- Task prompt
Read the data below. Every line holding the string "limit" must be copied.

- The data
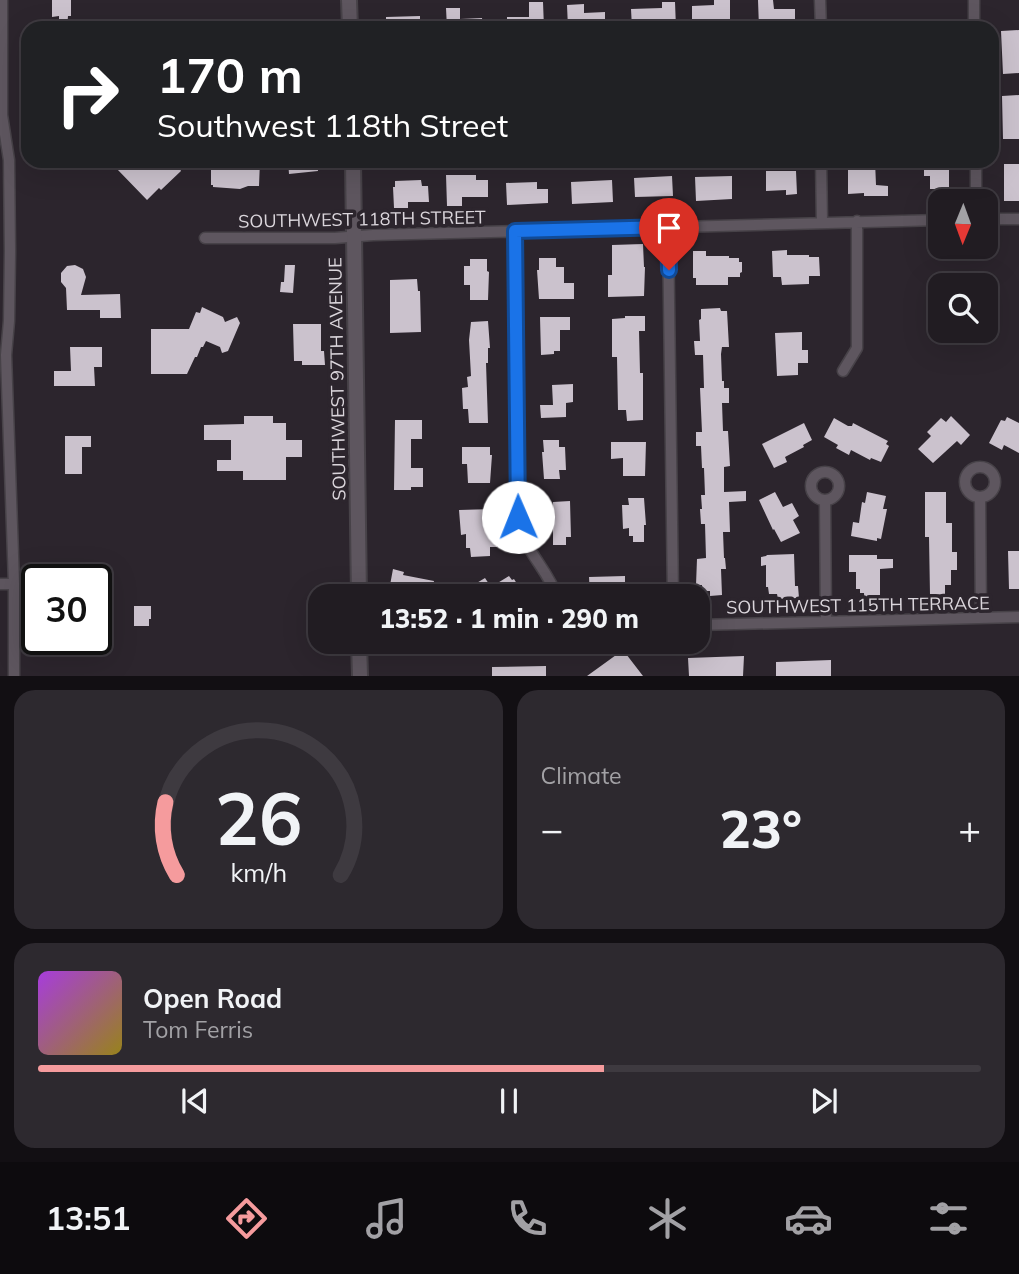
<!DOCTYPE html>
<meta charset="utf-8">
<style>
body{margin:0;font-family:Mulish,sans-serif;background:#2d292f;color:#f1f3f6;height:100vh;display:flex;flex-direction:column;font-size:26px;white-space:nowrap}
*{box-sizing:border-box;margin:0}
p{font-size:23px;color:#a2a1a5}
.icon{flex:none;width:38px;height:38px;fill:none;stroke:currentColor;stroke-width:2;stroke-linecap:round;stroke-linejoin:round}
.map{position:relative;height:676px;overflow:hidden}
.drawer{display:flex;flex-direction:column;gap:14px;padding:14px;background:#120f13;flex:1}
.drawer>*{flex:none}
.hud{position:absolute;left:21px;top:21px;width:978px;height:147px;border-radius:21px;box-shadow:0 7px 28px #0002,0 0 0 2px #3e3a40;background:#202124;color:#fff;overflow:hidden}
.needle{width:46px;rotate:181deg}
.fabs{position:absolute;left:928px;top:189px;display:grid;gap:14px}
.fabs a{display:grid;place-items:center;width:70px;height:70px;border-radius:14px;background:#211c22;box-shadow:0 7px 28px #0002,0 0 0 2px #3e3a40;font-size:35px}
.speed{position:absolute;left:21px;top:564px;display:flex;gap:14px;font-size:35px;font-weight:700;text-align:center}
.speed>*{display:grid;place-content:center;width:91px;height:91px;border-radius:50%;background:#211c22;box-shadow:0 7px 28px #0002,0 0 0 2px #3e3a40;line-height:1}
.speed .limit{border:4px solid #111;border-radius:10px;background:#fff;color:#111}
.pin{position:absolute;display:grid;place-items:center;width:60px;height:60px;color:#fff;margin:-72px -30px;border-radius:50% 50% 50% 0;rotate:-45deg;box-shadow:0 0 7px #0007}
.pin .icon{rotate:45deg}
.me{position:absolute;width:77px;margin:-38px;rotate:359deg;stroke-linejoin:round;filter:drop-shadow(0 0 5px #0008)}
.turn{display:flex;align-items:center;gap:24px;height:147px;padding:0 21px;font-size:32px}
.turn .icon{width:91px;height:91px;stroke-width:2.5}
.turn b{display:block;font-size:49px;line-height:60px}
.big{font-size:52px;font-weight:800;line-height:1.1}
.drawer .card{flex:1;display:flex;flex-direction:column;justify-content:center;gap:10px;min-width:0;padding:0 24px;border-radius:21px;background:#2d292f}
.drawer .dial{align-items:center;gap:0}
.dial svg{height:182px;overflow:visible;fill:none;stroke:#3e3a40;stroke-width:7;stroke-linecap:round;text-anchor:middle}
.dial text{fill:#f1f3f6;stroke:none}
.song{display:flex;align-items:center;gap:21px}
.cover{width:84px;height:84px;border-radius:10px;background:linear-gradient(135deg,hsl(280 70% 55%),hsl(50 70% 35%))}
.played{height:7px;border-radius:4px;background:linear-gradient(90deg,#f59b9d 60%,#3e3a40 60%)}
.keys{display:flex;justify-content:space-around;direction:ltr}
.heat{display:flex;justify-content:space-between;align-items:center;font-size:38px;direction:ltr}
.drawer .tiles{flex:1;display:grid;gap:14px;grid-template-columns:1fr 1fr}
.card:last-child{grid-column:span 2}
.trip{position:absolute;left:308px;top:584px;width:402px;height:70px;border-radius:21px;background:#211c22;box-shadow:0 7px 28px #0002,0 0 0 2px #3e3a40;font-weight:800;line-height:70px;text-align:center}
.menu{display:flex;height:112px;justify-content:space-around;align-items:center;background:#0d0b0e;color:#a2a1a5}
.menu .icon{width:49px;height:49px}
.menu .current{color:#f59b9d}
.menu b{font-size:32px;color:#f1f3f6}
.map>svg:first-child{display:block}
.building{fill:#cbc2cd}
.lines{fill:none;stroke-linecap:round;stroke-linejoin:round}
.street-casing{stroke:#474248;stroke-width:13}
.secondary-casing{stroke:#474248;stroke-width:18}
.street{stroke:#5e565f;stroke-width:10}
.secondary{stroke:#5e565f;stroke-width:14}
.route-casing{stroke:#114b97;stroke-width:18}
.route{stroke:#1a73e8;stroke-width:12}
.labels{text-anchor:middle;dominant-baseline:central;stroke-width:7;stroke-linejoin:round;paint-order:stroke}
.street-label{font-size:18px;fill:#dad5db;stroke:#2c252d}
</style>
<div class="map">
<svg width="1019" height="676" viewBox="0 0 1019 676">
<rect width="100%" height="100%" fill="#2c252d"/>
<path class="building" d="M52 0H71V16H68L67 28H59V16L52 17Z
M714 0H730V27L692 28V6L714 5Z
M758 0H773L774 9H795V27L759 28Z
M529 2H543L544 28H507V17H529Z
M662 2H675L676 28H632L631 9 662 8Z
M584 4V13L605 12V28H568L567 5Z
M446 8H460V19L482 18 483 28H447Z
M420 16V28H386V17Z
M1019 30V73L1003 74 1001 31Z
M1019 95V139H1003L1002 96Z
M125 161H131L140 170 149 161H175L181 168 180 169 181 171 161 190 159 188 147 200 117 169Z
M211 161H260L259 186H248L240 189 213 187V185H211Z
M288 161H317L318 171 289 174Z
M848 161H875L876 185 888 186V196H864V193L848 194Z
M924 161H949V189H930V176H924Z
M1004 164H1019V201H1004Z
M766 171H796L797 194 786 195V190L766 191Z
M446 175H476V180H488V197H462V206H447Z
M672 176 673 196 635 197 634 178Z
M732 176V199L696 201 695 177Z
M421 180 422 186H428L429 202H408V208H394L393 187H395V181Z
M612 180 613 202 572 204 571 182Z
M537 182V189H548V203L507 205 506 183Z
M643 244 644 267H645L644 296 608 297V275H612V245Z
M787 250V255H809V257H819L820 276H809V284L782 285 781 277H773L772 251Z
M693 251H706V256H729V258H739V262H742V272L740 273V277H728V285H696V278H693Z
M539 258H556V267H564V283H574V299H539L537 270H539Z
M470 259H487V271L489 272 488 300H470V285H464V266H470Z
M75 265 83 269 86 277 81 295 120 294 121 318H100V310H67L66 288 61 282V273L67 266Z
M285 265H295L293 293 280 292 281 282H284Z
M417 279 418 291H420L421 332 390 333V280Z
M202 307 223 317 225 322 237 317 240 323 228 351 222 353 220 347 206 341 203 347H201L197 357H195L187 374H151V329H189L196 312 200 313Z
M720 308 721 311H727L729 347H722L721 354 722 381H724V388H729V403H722L723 431H728L730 466 724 467V492L746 491V501L729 502 730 532H723L724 558H725L726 569H721L722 595 710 596V591H702V585H696L697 559 706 558 705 524H701L700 509H702L701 495H705L704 468H702L701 446H696V432H702L700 388H704L703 355H695L694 341H700L699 320 701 319V309Z
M625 316H645V331H639L640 373H643V420L627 421 626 410H618L617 357H612V319L625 318Z
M540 317H570V330H560V351H554V354L541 355Z
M488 321 490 348H488V363H486L488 423H469L468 409H463L462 388 468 387 467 377 471 376 469 340 471 322Z
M293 324H321V351H324L325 365H302V361H294Z
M802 332V350H808V363H798V375L777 376 775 333Z
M70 347H102V367H94L95 386H54V371H71Z
M573 384V402L566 403V417L541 418 540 405H553L552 385Z
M244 416H273V423H286V440H302V457H286V480H243V471H217V460H231V440H204V425L244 424Z
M951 416 970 435 961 445 957 441 933 463 918 449 931 436 927 432 941 418 946 422Z
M1007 417 1019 423V453L1004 445 1002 450 989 443 1001 420 1005 421Z
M834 418 848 426H852L853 423 888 441 886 444 889 446 881 462 871 458 870 460 851 450 849 455 836 448 838 445 824 437Z
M395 420H422V439H411V468H423V487H411V490H394Z
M804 423 812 440 803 445 804 447 785 457 787 462 774 468 762 444Z
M65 436H91V447H82V474H65Z
M543 440H559V447H565L566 470H559L560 479H544L542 452H544Z
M611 442H646L645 476H623V458L611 459Z
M462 447H490V455H492L490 483H468L467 464H462Z
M775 492 783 507 792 503 799 516 793 520 800 533 781 542 774 529 773 530 759 500Z
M867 492 886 496 883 509H887L881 539 877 538V541L851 536 853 522 859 523 862 502 865 503Z
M925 492H946V523H952V552H957V570H951V585H945V594L930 595 929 537H925Z
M628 498H644L646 525H644V542H633V536H629V528L623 529 622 505H629Z
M570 501 571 537H566V545H553V502Z
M493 509 494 531 495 537 497 536V547H490V556L471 557 470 548H466V534L461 535 459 510Z
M1008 551H1019V589H1009Z
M794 554 795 586H798L799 598 778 599 777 594H769L768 587H766V565L761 566V557L766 556 767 555Z
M849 555H877V559H893V568L880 569V596H875V607L865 608 864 593H860V589H856V572H849Z
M393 569 404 572 403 575 434 581 431 597 400 592 399 597 388 596Z
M509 576 512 580 514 579 522 592 513 597H474L480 593 475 584 485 578 491 587Z
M625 576V583H637V586L647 585V596L590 597 589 577Z
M134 606H151V619H149V626H134Z
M623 650 643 676H587Z
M744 656 743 676H689L688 658Z
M831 660V676H776V662Z
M546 666V676H492V667Z"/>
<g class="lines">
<g class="street-casing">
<path id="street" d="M2 0V115L9 160 10 252 9 321 6 355 14 584V676
M820 0 821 28
M974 0V28
M821 161 822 222
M976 161V201
M985 219H1019
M668 227 673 597
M515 231 519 522C524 551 548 569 557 597
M205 238H335L373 235 940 220
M843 371 857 348V221
M965 482a15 15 0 1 1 30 0a15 15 0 1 1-30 0Z
M811 486a14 14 0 1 1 28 0a14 14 0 1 1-28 0Z
M980 497 981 618
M825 500 826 622
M0 584H14
M698 625 1019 617"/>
</g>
<g class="secondary-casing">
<path id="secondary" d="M349 0 350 28
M353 161 359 597
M359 642 360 676"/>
</g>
<use href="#street" class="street"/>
<use href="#secondary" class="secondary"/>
</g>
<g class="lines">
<g class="route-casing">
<path id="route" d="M518 517 515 231 668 227 669 270"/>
</g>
<use href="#route" class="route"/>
</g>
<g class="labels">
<g class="street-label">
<text transform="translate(362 219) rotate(-1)">SOUTHWEST 118TH STREET</text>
<text transform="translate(337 379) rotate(-91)">SOUTHWEST 97TH AVENUE</text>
<text transform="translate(858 605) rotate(-1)">SOUTHWEST 115TH TERRACE</text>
</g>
</g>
</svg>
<div class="fabs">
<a><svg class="needle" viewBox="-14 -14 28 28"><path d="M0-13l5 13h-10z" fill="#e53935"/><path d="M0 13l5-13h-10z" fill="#a2a1a5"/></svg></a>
<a><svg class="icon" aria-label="search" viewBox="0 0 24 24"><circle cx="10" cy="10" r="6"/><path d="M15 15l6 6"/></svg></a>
</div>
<div class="speed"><div class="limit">30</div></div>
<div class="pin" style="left:669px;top:270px;background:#d93025"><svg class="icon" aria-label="arrive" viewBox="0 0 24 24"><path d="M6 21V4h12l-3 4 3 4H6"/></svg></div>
<svg class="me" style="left:518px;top:517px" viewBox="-20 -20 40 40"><circle r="19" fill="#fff"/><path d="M0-13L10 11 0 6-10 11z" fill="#1a73e8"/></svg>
<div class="trip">13:52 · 1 min · 290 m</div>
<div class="hud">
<div class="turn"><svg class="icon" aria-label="right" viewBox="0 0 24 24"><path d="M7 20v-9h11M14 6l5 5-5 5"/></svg><div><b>170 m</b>Southwest 118th Street</div></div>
</div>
</div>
<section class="drawer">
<div class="tiles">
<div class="card dial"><svg viewBox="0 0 100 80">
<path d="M14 69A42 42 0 1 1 86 69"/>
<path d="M14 69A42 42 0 0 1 9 37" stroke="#f59b9d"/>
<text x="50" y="56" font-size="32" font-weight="700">26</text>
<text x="50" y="72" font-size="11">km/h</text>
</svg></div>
<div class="card"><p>Climate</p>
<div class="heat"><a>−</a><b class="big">23°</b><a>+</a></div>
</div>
<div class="card">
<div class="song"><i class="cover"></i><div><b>Open Road</b><p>Tom Ferris</p></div></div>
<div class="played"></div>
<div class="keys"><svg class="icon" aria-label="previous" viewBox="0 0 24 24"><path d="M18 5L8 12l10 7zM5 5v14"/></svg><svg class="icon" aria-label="pause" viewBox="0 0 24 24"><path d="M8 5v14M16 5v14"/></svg><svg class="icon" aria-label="next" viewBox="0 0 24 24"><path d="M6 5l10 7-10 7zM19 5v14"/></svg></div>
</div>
</div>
</section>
<nav class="menu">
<b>13:51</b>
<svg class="icon current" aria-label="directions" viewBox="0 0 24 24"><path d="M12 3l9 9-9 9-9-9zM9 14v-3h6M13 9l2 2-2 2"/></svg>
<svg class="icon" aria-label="music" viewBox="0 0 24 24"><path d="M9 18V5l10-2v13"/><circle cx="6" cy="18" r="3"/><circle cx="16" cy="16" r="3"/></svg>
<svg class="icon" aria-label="phone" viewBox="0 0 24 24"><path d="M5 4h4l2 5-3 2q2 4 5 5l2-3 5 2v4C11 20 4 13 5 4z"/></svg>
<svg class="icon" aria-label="climate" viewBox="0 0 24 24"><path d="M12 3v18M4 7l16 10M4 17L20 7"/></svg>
<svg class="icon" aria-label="car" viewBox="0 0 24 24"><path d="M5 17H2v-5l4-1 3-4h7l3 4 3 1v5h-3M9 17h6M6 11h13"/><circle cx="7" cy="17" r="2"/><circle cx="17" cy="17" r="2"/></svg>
<svg class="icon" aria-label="filters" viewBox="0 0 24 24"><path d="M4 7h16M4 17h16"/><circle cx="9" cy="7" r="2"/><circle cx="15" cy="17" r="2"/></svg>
</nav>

- Answer box
.speed .limit{border:4px solid #111;border-radius:10px;background:#fff;color:#111}
<div class="speed"><div class="limit">30</div></div>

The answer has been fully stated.